Information shown: Begin

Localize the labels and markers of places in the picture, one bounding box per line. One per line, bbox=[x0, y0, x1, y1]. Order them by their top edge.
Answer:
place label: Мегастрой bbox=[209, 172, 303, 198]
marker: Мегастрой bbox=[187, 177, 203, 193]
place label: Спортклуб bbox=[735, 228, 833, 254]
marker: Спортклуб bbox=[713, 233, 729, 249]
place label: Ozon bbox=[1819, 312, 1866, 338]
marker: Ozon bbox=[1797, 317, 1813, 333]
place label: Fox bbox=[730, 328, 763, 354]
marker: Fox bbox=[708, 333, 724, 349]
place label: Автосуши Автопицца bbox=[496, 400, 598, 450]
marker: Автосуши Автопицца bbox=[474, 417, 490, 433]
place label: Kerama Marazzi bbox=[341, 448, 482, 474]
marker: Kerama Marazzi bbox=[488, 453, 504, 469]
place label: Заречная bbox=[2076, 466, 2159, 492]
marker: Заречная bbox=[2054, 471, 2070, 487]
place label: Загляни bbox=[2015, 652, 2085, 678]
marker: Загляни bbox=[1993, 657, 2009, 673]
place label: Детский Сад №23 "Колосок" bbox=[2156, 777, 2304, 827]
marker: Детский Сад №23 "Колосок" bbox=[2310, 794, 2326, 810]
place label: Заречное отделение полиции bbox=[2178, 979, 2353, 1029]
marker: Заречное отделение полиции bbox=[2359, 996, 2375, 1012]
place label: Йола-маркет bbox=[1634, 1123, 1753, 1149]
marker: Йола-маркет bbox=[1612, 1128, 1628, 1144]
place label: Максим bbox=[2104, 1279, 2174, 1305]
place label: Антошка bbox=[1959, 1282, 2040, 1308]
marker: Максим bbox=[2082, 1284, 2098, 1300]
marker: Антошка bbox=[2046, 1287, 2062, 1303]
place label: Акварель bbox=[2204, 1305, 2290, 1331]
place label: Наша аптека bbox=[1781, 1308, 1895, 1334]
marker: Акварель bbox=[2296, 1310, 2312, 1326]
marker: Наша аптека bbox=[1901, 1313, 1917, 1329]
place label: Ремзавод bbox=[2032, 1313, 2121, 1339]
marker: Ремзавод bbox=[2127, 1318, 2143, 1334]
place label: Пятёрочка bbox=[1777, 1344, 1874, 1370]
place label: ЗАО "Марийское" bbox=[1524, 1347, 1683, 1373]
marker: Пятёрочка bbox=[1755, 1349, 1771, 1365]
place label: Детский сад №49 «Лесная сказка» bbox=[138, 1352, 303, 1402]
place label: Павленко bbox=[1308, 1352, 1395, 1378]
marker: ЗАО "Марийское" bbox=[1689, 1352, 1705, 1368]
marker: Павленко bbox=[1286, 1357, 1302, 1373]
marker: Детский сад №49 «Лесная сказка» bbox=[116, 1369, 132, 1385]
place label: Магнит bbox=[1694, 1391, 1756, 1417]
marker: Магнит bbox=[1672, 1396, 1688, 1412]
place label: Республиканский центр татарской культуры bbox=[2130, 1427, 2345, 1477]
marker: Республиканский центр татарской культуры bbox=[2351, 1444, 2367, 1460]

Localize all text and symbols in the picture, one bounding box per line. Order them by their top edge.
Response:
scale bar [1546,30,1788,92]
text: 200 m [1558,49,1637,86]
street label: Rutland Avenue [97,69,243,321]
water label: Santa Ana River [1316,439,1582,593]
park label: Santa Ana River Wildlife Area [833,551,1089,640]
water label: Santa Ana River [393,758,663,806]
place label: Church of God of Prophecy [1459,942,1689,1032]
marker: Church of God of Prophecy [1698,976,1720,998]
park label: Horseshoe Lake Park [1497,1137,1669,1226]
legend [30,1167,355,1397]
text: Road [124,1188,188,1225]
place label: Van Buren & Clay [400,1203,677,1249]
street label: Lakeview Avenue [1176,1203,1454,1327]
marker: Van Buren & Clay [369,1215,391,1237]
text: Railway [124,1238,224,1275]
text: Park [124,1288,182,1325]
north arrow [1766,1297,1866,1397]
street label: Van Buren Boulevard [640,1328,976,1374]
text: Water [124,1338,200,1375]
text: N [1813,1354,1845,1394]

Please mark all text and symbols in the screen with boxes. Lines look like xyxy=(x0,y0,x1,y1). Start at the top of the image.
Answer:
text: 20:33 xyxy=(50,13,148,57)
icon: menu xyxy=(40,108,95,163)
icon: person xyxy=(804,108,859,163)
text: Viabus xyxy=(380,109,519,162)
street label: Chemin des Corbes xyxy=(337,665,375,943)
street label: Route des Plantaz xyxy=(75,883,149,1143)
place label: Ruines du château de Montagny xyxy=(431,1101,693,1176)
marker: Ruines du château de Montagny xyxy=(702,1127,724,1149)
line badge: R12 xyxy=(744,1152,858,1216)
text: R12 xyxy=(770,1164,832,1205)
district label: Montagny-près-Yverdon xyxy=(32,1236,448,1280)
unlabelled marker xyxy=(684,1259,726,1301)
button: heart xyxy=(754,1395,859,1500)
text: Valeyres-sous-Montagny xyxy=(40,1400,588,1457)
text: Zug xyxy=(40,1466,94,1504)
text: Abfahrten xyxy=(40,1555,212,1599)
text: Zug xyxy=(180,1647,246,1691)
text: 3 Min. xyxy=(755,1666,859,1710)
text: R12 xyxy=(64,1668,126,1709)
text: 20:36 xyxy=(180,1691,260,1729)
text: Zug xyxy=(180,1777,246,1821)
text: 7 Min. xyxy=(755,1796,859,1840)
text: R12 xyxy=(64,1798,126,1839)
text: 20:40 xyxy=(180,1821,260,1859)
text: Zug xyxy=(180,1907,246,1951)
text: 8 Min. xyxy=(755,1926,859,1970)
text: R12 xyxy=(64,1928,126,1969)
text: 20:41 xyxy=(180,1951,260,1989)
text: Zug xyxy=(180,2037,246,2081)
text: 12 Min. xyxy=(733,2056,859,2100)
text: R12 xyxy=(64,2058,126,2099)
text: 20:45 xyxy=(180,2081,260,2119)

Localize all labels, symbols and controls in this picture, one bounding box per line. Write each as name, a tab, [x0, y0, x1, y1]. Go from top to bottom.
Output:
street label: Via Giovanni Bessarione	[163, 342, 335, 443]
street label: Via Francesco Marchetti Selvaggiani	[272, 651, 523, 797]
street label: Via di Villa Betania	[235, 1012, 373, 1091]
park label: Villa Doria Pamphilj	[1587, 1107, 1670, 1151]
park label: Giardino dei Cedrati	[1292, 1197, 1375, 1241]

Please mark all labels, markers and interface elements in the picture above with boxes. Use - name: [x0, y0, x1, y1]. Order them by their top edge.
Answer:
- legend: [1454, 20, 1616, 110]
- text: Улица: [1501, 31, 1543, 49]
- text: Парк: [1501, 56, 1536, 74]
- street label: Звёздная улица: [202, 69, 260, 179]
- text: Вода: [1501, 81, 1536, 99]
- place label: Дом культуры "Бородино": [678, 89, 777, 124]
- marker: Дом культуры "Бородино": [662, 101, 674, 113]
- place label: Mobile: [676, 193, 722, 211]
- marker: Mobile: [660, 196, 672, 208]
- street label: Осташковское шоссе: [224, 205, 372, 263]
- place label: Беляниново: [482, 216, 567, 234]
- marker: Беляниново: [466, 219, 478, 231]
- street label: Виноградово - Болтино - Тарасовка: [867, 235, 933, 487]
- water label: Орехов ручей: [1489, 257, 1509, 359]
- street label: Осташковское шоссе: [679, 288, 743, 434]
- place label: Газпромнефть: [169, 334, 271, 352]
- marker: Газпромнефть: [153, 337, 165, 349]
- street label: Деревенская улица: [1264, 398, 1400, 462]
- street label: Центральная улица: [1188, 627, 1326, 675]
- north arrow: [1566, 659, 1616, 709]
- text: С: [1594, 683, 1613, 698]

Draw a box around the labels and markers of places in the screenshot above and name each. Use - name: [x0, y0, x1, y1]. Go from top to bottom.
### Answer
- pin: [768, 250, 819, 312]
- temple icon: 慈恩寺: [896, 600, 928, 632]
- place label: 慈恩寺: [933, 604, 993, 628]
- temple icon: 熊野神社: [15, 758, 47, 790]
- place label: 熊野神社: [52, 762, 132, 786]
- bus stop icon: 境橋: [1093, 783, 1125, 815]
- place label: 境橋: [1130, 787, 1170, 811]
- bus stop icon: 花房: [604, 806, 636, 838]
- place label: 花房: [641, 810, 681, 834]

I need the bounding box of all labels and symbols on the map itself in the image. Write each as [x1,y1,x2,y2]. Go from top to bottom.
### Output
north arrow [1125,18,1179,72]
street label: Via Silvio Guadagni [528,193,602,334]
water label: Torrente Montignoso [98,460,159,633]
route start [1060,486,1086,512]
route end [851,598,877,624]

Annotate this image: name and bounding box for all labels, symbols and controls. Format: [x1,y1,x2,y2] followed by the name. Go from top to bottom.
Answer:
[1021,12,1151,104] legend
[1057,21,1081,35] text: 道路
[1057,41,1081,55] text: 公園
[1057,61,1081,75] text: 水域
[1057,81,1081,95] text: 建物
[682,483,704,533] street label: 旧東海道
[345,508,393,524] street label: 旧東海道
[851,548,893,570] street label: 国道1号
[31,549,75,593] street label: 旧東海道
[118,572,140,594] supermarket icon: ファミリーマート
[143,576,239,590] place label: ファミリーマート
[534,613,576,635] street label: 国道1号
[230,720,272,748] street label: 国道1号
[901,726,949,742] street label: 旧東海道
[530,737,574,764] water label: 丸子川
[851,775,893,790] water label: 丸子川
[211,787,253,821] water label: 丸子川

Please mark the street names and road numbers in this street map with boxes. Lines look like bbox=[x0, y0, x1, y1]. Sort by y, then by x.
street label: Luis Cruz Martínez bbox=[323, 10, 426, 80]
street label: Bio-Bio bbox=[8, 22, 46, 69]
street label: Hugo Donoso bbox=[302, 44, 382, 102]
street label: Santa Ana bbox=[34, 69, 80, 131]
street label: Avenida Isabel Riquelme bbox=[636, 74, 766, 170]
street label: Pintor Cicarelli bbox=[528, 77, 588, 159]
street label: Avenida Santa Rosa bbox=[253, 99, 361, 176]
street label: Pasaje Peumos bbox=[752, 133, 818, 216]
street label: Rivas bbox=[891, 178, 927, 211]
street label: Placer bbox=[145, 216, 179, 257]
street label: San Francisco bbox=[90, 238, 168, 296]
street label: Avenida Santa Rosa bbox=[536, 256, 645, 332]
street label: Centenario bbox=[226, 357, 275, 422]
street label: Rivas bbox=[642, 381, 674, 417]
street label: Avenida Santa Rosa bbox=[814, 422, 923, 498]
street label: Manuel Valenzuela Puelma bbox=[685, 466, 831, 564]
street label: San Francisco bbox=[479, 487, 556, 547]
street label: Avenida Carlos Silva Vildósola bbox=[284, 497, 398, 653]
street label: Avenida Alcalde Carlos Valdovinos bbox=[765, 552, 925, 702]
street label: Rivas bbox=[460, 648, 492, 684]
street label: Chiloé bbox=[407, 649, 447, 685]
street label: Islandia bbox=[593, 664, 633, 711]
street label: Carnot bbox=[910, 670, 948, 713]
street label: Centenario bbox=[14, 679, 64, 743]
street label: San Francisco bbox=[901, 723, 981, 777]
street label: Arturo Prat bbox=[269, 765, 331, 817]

Information shown: End

Among the records, find every line holding the word "above" and copy it.

Please mark all labels, markers and interface elements in the picture above with boxes. Use - name: [x0, y0, x1, y1]. Order them by their top edge.
Draw a box around the labels and markers of places in the screenshot above and name each. Use - name: [x0, y0, x1, y1]. Go from top to bottom.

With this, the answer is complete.